My daughter was married 2 weeks, and filed for divorce right after that.  She found out a month before the wedding, he had a six year old son that he had with just a girlfriend.

The issue was, that he wanted nothing to do with his son. As a matter of fact, he never even had seen him. That was the factor, that Maria said," If I marry him, who knows if he would do the same thing to my child?" "And that may be a reason for him not to have any more kids, whilst she wanted children! .... She lost trust in him! They were together 5 years too!

Tina and I were so shocked! And I spent over $55,000.00 for her wedding!  The End!

I remember your telling me this when I first "met" you, Jimmy!  I'd have been pissed too if I was Maria just knowing that he'd never even told her he had a kid -- they're getting married and he leaves that out?!  People can be so dumb sometimes...

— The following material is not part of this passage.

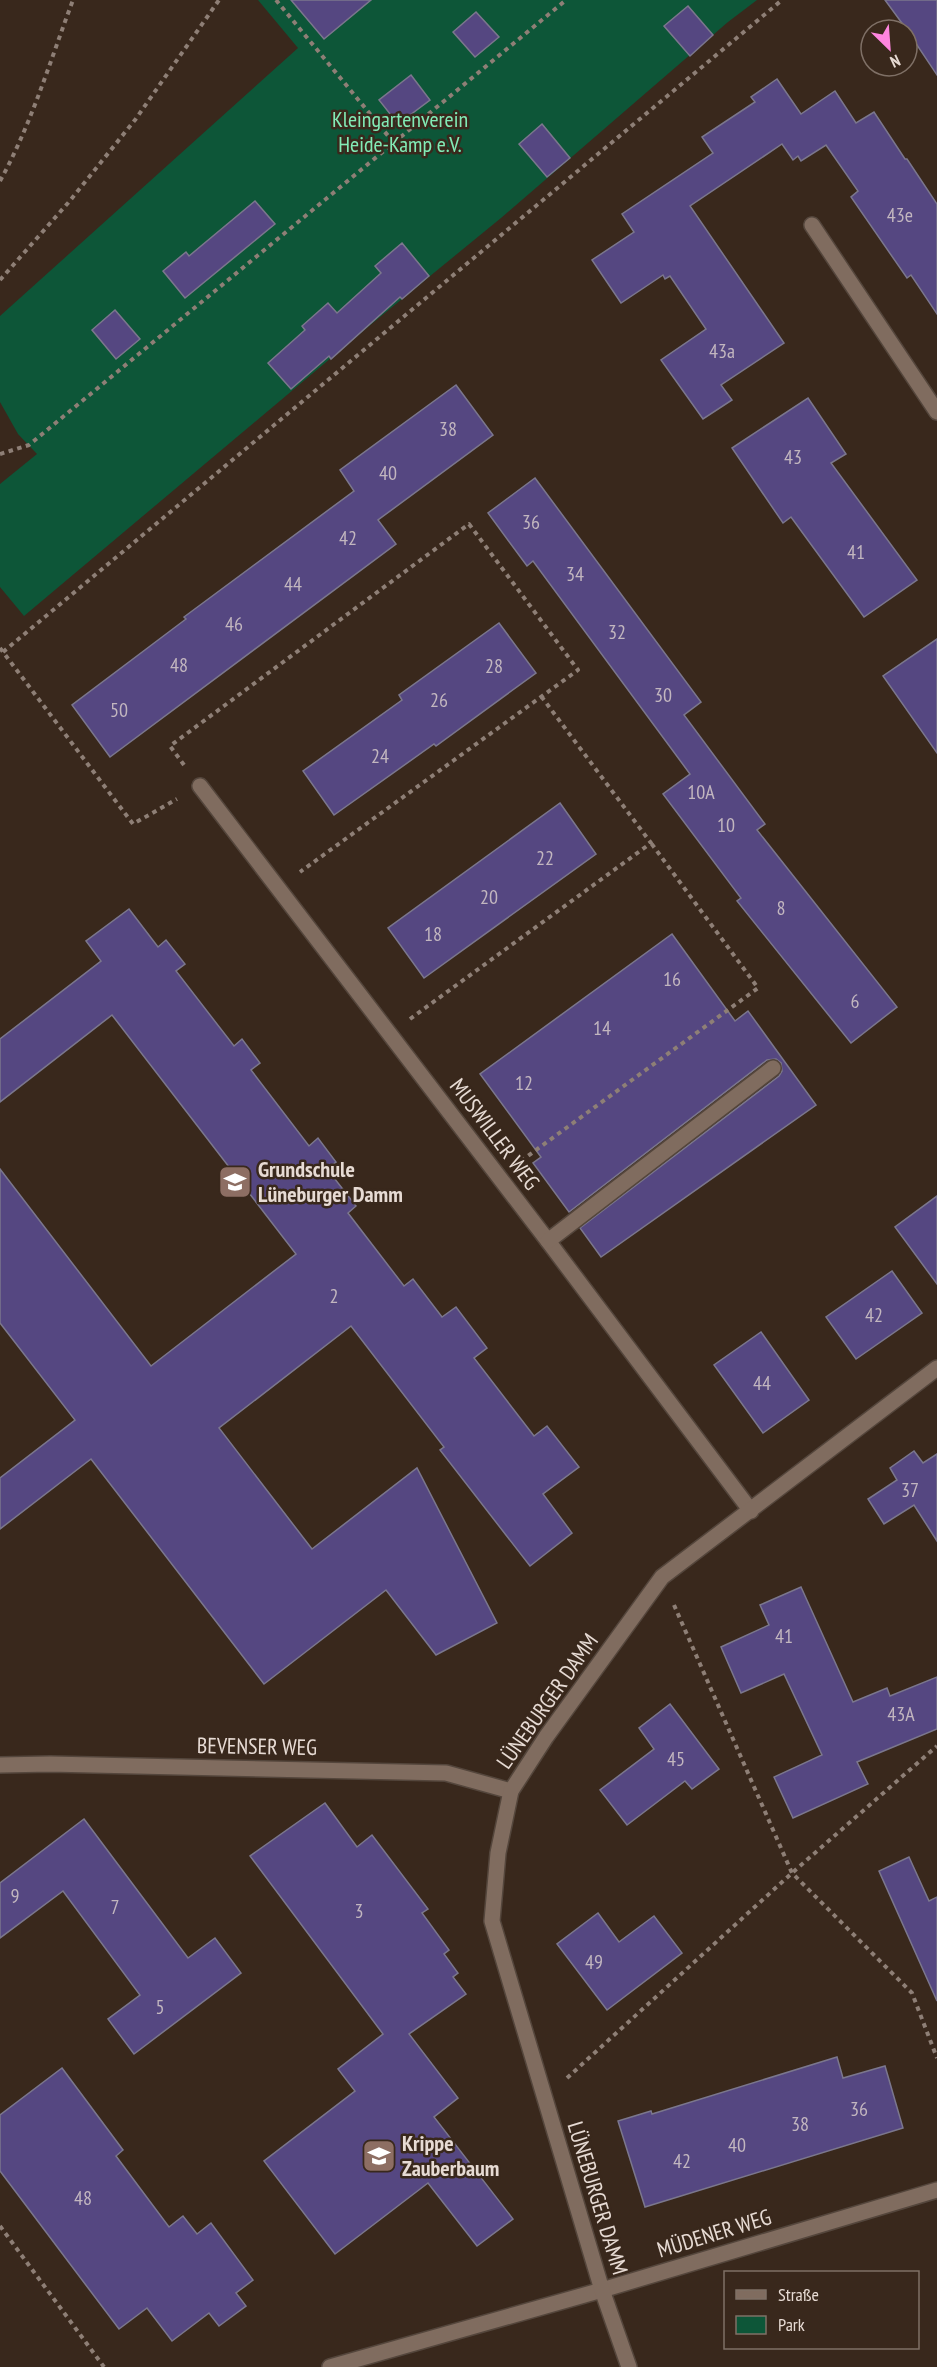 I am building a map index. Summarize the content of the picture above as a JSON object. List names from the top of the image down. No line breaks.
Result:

Brian worked with a guy and became friendly with him for a while (Ernie) who got married at the drop of a hat.  After his first marriage which produced Ernie's son, Eric, he was always attracted to women wayyy too young for him -- ones we call "show ponies" -- and would marry them after a couple of dates.  He'd been married three times and told me he'd met a really nice girl again; I told him, "For God's sake, Ernie, don't marry this one," but he actually wanted us to meet Lilly. Then I met her and she was the kind of woman he should've been dating all along -- Lilly was sweet, Guatemalan (Ernie was Puerto Rican) (I mention this because of the fact that they both spoke Spanish and had huge families who expected to get together quite often), around his age, divorced from a longtime marriage with a physically abusive husband with three almost grown sons, etc.  When I met her, I had to laugh because I told him he could indeed marry this one.  After they dated about a year, they planned their wedding.  She told Ernie it was off after she found out he'd been married three times, as he'd only told her about two of his weddings.  The third one, believe it or not, was shorter than Maria's.  They went on a honeymoon yet hadn't discussed where they would live -- she was from Dallas and he was from N.O.  As they flew back from some island, they talked about it and could not agree so they filed for divorce (or annulment I'm not sure).  I could not believe it when I heard it.  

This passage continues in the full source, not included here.